*** RECORDS TO PROCESS ***

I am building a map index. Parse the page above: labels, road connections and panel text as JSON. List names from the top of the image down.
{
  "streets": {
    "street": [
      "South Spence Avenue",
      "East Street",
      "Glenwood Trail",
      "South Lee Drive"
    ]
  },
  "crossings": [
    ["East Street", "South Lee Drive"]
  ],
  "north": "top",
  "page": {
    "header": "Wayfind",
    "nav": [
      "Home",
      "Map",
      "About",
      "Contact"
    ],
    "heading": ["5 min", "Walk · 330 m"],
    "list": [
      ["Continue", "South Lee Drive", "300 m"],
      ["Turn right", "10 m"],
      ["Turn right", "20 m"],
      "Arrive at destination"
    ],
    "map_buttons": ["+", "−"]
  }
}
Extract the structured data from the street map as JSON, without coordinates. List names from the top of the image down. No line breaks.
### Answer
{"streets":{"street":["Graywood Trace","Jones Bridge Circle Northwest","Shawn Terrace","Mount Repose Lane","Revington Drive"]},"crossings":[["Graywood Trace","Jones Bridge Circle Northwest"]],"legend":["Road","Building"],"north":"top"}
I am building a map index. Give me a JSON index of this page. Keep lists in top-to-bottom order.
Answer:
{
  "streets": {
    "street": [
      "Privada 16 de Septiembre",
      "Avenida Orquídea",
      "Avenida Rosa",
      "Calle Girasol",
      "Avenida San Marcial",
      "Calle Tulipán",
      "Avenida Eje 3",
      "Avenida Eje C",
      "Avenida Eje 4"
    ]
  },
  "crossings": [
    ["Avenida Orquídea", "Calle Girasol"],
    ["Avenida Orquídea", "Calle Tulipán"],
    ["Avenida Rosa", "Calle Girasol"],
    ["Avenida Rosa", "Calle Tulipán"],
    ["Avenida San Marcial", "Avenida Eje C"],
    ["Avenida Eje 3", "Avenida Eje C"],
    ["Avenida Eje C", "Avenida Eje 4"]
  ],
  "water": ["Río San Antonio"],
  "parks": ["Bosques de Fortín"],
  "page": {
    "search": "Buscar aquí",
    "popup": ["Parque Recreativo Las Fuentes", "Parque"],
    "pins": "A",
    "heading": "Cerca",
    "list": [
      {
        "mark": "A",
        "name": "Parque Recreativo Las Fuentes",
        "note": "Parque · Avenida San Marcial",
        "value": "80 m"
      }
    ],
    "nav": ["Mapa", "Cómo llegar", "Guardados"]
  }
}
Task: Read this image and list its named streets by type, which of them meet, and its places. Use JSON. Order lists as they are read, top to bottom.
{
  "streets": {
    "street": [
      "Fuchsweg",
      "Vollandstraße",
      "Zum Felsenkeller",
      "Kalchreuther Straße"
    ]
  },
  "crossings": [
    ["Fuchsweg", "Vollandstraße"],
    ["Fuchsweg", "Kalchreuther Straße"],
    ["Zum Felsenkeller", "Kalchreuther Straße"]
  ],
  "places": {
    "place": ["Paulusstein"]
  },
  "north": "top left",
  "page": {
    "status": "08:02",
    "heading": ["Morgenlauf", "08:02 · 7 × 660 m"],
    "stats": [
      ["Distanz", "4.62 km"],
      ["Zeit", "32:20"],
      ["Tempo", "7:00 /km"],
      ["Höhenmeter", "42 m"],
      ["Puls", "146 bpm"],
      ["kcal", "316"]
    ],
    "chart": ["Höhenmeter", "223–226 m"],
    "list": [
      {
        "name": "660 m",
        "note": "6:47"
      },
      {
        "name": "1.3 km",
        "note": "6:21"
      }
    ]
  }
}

***

WORK TO COMPLETE
Reproduce every record that appears above, keeping the wording exact.

TASK SOLUTION
I am building a map index. Parse the page above: labels, road connections and panel text as JSON. List names from the top of the image down.
{
  "streets": {
    "street": [
      "South Spence Avenue",
      "East Street",
      "Glenwood Trail",
      "South Lee Drive"
    ]
  },
  "crossings": [
    ["East Street", "South Lee Drive"]
  ],
  "north": "top",
  "page": {
    "header": "Wayfind",
    "nav": [
      "Home",
      "Map",
      "About",
      "Contact"
    ],
    "heading": ["5 min", "Walk · 330 m"],
    "list": [
      ["Continue", "South Lee Drive", "300 m"],
      ["Turn right", "10 m"],
      ["Turn right", "20 m"],
      "Arrive at destination"
    ],
    "map_buttons": ["+", "−"]
  }
}
Extract the structured data from the street map as JSON, without coordinates. List names from the top of the image down. No line breaks.
### Answer
{"streets":{"street":["Graywood Trace","Jones Bridge Circle Northwest","Shawn Terrace","Mount Repose Lane","Revington Drive"]},"crossings":[["Graywood Trace","Jones Bridge Circle Northwest"]],"legend":["Road","Building"],"north":"top"}
I am building a map index. Give me a JSON index of this page. Keep lists in top-to-bottom order.
Answer:
{
  "streets": {
    "street": [
      "Privada 16 de Septiembre",
      "Avenida Orquídea",
      "Avenida Rosa",
      "Calle Girasol",
      "Avenida San Marcial",
      "Calle Tulipán",
      "Avenida Eje 3",
      "Avenida Eje C",
      "Avenida Eje 4"
    ]
  },
  "crossings": [
    ["Avenida Orquídea", "Calle Girasol"],
    ["Avenida Orquídea", "Calle Tulipán"],
    ["Avenida Rosa", "Calle Girasol"],
    ["Avenida Rosa", "Calle Tulipán"],
    ["Avenida San Marcial", "Avenida Eje C"],
    ["Avenida Eje 3", "Avenida Eje C"],
    ["Avenida Eje C", "Avenida Eje 4"]
  ],
  "water": ["Río San Antonio"],
  "parks": ["Bosques de Fortín"],
  "page": {
    "search": "Buscar aquí",
    "popup": ["Parque Recreativo Las Fuentes", "Parque"],
    "pins": "A",
    "heading": "Cerca",
    "list": [
      {
        "mark": "A",
        "name": "Parque Recreativo Las Fuentes",
        "note": "Parque · Avenida San Marcial",
        "value": "80 m"
      }
    ],
    "nav": ["Mapa", "Cómo llegar", "Guardados"]
  }
}
Task: Read this image and list its named streets by type, which of them meet, and its places. Use JSON. Order lists as they are read, top to bottom.
{
  "streets": {
    "street": [
      "Fuchsweg",
      "Vollandstraße",
      "Zum Felsenkeller",
      "Kalchreuther Straße"
    ]
  },
  "crossings": [
    ["Fuchsweg", "Vollandstraße"],
    ["Fuchsweg", "Kalchreuther Straße"],
    ["Zum Felsenkeller", "Kalchreuther Straße"]
  ],
  "places": {
    "place": ["Paulusstein"]
  },
  "north": "top left",
  "page": {
    "status": "08:02",
    "heading": ["Morgenlauf", "08:02 · 7 × 660 m"],
    "stats": [
      ["Distanz", "4.62 km"],
      ["Zeit", "32:20"],
      ["Tempo", "7:00 /km"],
      ["Höhenmeter", "42 m"],
      ["Puls", "146 bpm"],
      ["kcal", "316"]
    ],
    "chart": ["Höhenmeter", "223–226 m"],
    "list": [
      {
        "name": "660 m",
        "note": "6:47"
      },
      {
        "name": "1.3 km",
        "note": "6:21"
      }
    ]
  }
}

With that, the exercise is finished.